In the Department of Chemistry and Chemical Biology, the lab of Assistant Professor Dr. Charles Melancon has engineered a potential new screening process for the characterization of these anti-bacterial drugs.
The type of natural products Melancon and his team study are small molecules produced, as their name suggests, naturally by certain microbes. Many, such as erythromycin and tetracycline, evolved to serve as chemical weapons against predators and/or competing organisms, making them effective antibiotics.
“Nature gives us much more than we know,” said Xuechen Zhu, a graduate student in Melancon’s lab. “Approximately 65 percent of all drugs are natural products and their derivatives.”

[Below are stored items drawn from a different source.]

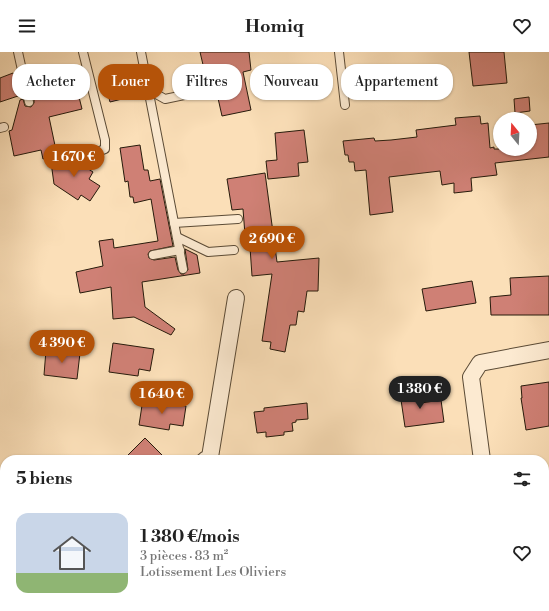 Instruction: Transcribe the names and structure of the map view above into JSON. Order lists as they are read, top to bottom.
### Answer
{
  "north": "top",
  "page": {
    "header": "Homiq",
    "chip": [
      "Acheter",
      "Louer",
      "Filtres",
      "Nouveau",
      "Appartement"
    ],
    "price": [
      "1 670 €",
      "2 690 €",
      "4 390 €",
      "1 380 €",
      "1 640 €"
    ],
    "heading": "5 biens",
    "list": [
      {
        "name": "1 380 €/mois",
        "note": "3 pièces · 83 m² · Lotissement Les Oliviers"
      }
    ]
  }
} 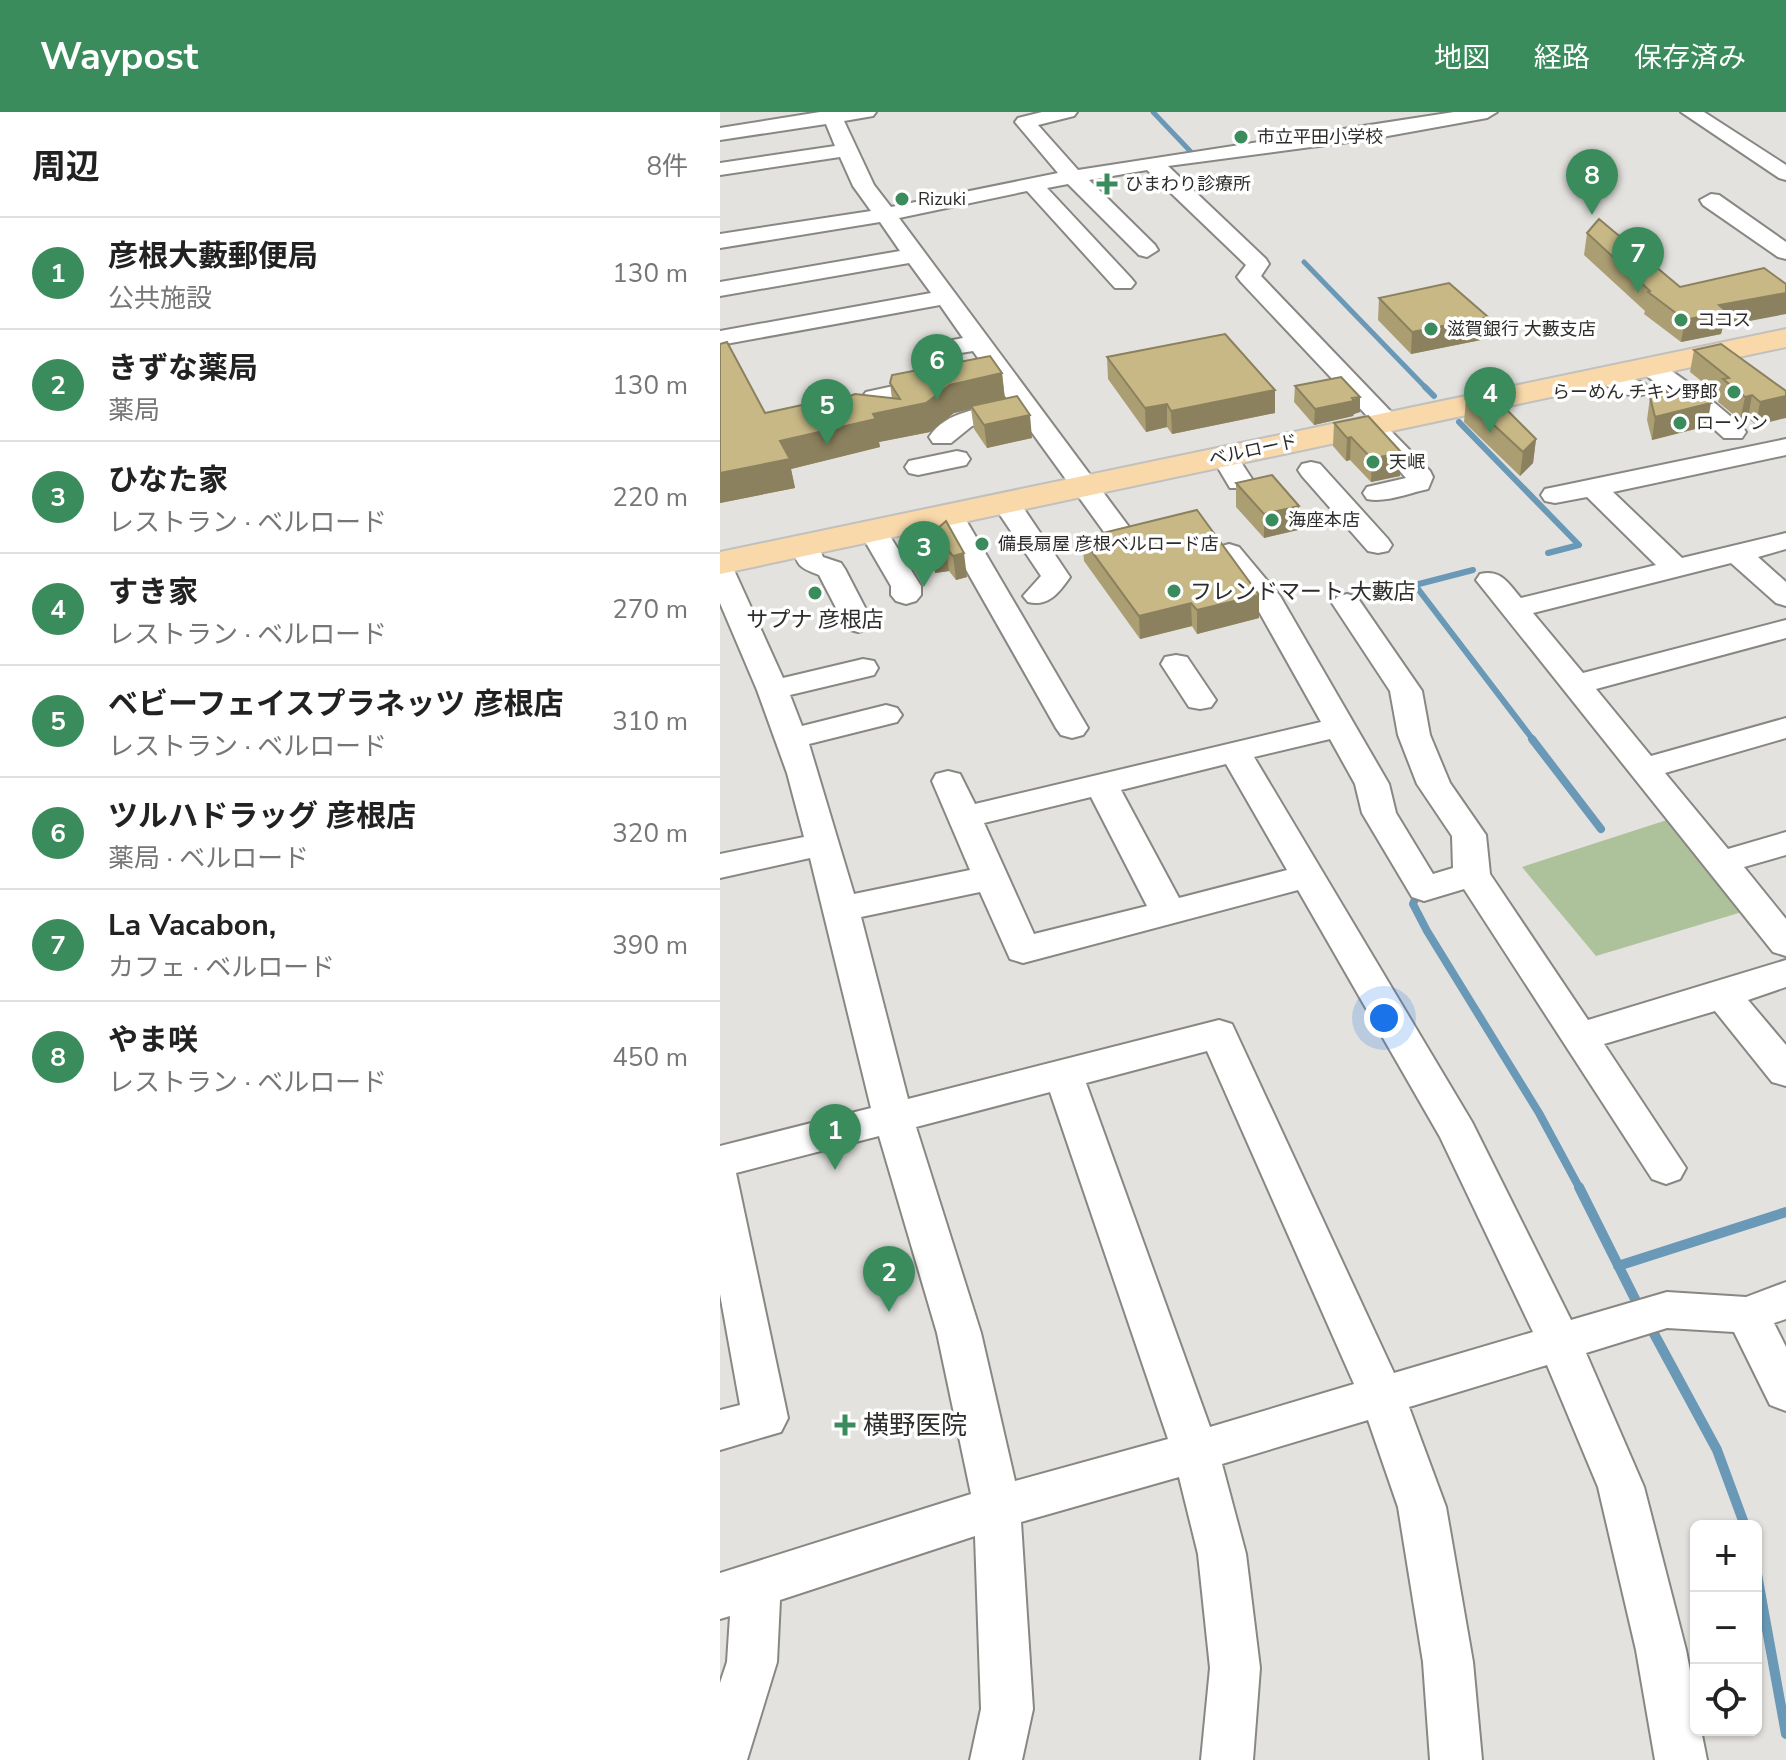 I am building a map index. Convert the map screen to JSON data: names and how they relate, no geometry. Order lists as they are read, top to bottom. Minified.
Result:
{"streets":{"main road":["ベルロード"]},"places":{"other":["市立平田小学校","Rizuki","ココス","滋賀銀行 大藪支店","らーめん チキン野郎","ローソン","天岷","海座本店","備長扇屋 彦根ベルロード店","フレンドマート 大藪店","サプナ 彦根店"],"health":["ひまわり診療所","横野医院"]},"page":{"header":"Waypost","nav":["地図","経路","保存済み"],"heading":["周辺","8件"],"pins":["8","7","6","4","5","3","1","2"],"list":[{"mark":"1","name":"彦根大藪郵便局","note":"公共施設","value":"130 m"},{"mark":"2","name":"きずな薬局","note":"薬局","value":"130 m"},{"mark":"3","name":"ひなた家","note":"レストラン · ベルロード","value":"220 m"},{"mark":"4","name":"すき家","note":"レストラン · ベルロード","value":"270 m"},{"mark":"5","name":"ベビーフェイスプラネッツ 彦根店","note":"レストラン · ベルロード","value":"310 m"},{"mark":"6","name":"ツルハドラッグ 彦根店","note":"薬局 · ベルロード","value":"320 m"},{"mark":"7","name":"La Vacabon,","note":"カフェ · ベルロード","value":"390 m"},{"mark":"8","name":"やま咲","note":"レストラン · ベルロード","value":"450 m"}],"map_buttons":["+","−"]}}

Scientists are constantly screening and testing natural products to find new drugs to replace old ones to which bacterial strains have become resistant.
“The process, however, can be arduous and extremely time-consuming,” Melancon said.
In an effort to streamline this process, Melancon and one of his graduate students, Shijie Huang, developed a way to examine several important steps of the natural product characterization process, such as efficacy, potency and function - all in a matter of hours, he said.
“[It started as] one of these kind of harebrained ideas that I had no idea if it was going to work,” Melancon said. “What we’ve done is we’ve made a highly engineered E. coli strain that is capable of sensing a particular class of natural products and outputting a fluorescent signal when they are present.”
In this method, the natural product being tested is simply mixed in with the mutant E. coli and incubated overnight.
He said an effective drug would cause the bacteria to glow bright green, while the dose at which this occurs gives information on both the potency and the mechanism by which it works.
“At the outset when we built it we were not sure how good it was going to be, but what we hoped for, and actually it looks like it is true, is that the intensity of the fluorescent signal correlates with the potency of the compound,” Melancon said.
The result is a completely novel method for screening certain antibiotics.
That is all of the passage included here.